En sıradan üyesinden, partinin en üst düzeyindeki yöneticilerine kadar operasyona tabi tutulan, cezaevine atılan, sürgüne gitmek zorunda bırakılan, hatta öldürülen bir parti söz konusu. Dahası bu süreç, (öncesi de var ama) parti 80 milletvekiliyle meclise girdiğinde şahlandı ve hızından kaybetmeden halen sürüyor. Neredeyse gözaltına alınmayan HDP’li kalmadı. Hatta öyle ki, başka insan bulamadıklarından ikinci, üçüncü kez gözaltına alınanlar var.
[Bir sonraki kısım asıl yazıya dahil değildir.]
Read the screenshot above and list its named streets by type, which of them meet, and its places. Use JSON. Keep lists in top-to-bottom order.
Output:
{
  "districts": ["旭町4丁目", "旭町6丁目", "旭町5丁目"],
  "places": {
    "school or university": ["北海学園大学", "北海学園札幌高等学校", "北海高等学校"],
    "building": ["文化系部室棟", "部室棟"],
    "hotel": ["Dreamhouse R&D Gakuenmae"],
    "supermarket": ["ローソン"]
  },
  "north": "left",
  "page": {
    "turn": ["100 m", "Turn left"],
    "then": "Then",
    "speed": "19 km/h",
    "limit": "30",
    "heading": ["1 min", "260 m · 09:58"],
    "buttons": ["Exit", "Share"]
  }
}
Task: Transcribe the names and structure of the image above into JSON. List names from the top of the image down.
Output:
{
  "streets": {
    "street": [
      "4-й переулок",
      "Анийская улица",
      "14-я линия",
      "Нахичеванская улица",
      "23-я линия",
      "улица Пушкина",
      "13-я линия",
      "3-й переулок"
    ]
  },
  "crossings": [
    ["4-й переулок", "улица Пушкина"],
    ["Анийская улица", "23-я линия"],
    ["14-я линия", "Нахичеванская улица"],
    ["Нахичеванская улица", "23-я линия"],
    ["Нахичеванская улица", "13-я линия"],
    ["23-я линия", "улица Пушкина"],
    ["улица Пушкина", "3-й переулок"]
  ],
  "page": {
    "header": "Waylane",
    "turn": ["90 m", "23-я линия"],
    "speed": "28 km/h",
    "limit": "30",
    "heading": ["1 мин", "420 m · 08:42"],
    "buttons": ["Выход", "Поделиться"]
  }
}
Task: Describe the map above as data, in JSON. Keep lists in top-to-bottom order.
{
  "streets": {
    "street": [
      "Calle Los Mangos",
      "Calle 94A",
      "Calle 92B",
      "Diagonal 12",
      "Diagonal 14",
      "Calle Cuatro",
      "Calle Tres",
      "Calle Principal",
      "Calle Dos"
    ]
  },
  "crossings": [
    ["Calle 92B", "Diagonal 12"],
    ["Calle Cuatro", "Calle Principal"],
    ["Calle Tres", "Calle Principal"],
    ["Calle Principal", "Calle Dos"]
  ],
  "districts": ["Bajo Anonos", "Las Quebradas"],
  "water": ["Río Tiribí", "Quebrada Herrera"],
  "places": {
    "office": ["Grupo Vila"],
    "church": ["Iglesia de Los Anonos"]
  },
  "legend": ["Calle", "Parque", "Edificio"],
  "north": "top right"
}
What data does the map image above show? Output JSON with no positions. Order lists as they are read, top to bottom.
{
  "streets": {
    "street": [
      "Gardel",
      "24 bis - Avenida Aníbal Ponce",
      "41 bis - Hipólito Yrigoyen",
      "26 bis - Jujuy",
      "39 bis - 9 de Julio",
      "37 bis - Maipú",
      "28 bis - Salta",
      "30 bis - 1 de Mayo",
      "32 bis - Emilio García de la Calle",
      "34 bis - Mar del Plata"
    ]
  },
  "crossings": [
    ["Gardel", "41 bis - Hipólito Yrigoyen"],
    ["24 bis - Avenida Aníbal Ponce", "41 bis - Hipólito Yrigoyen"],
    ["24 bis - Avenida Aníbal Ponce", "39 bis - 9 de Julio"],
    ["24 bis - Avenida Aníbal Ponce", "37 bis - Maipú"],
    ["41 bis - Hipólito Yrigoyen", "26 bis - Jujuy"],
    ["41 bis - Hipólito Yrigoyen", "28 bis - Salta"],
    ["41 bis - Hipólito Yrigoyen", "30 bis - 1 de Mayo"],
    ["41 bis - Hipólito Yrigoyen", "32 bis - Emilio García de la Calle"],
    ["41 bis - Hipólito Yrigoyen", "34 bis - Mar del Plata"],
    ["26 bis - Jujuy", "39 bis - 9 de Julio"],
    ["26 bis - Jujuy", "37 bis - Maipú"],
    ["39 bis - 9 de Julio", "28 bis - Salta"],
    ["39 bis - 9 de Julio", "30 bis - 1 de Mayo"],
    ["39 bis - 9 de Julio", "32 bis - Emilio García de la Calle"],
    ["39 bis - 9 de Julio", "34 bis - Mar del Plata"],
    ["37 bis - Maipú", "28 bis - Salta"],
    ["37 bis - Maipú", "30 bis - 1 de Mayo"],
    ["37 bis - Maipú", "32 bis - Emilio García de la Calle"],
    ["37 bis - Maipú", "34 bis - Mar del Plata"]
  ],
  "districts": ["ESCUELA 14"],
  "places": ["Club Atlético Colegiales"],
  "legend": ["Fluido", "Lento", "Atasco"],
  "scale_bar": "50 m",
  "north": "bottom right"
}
Elbette gözaltına alınanların bir kısmı tutuklanıyor ve mahkemesi bitenler, hiçbir ciddi delil üretilememiş olsa bile uzun yıllara varan hapis cezalarına çarptırılıyorlar. Buna bırakın karşı çıkmayı, birazcık şaşıran CHP’li de yok maalesef.
Önce Özgür Gündem’in Nöbetçi Yayın Yönetmeleri ve sonra da Barış Akademisyenlerine karşı açılan soruşturmaların davaya dönüştürülmesinin amacı, “Bu kişiler, halen HDP’ye yakın duruyor” diyerek, onlara göz dağı vermekti. Ancak iktidarı bu yönelim de kesmedi. Önce Cumhuriyet, sonra Sözcü gazetesine yönelik operasyonlar icat edildi. Şimdi de 70-80 yaşlarındaki tiyatrocuları bile gözaltına alıp, toplumun her kesimini korkutmak istiyorlar. Oysa onları, başka devlete yönelik savaş çağrılarıyla “hazır ol”a geçirmek çok kolay.
Valla kusura bakmayın! Kalmadı. Bitti. Tunne! Artık sizin yerinize, sıra size gelinceye kadar gözaltına alınacak HDP’li kalmadı. (Aslında onlara yönelik operasyonlar halen devam ediyor ama iktidar için yeterli gelmiyor galiba) Artık sıra size geldi. Aslında sadece CHP’liler, ulusalcılar değil, sıra AKP’lilere de geliyor. Abdullah Gül’ün basın danışmanı Ahmet Sever’e dava açılması, bunun ilk işaret fişeği. Yani FETÖ’nün AKP içindeki siyasi ayağı da hedefte. Çünkü iktidar, biraz daha iktidarda kalabilmeyi beka sorunu olarak görüyor ve seçmenini bir arada tutabilmek için daha fazla düşmana ihtiyaç duyuyor.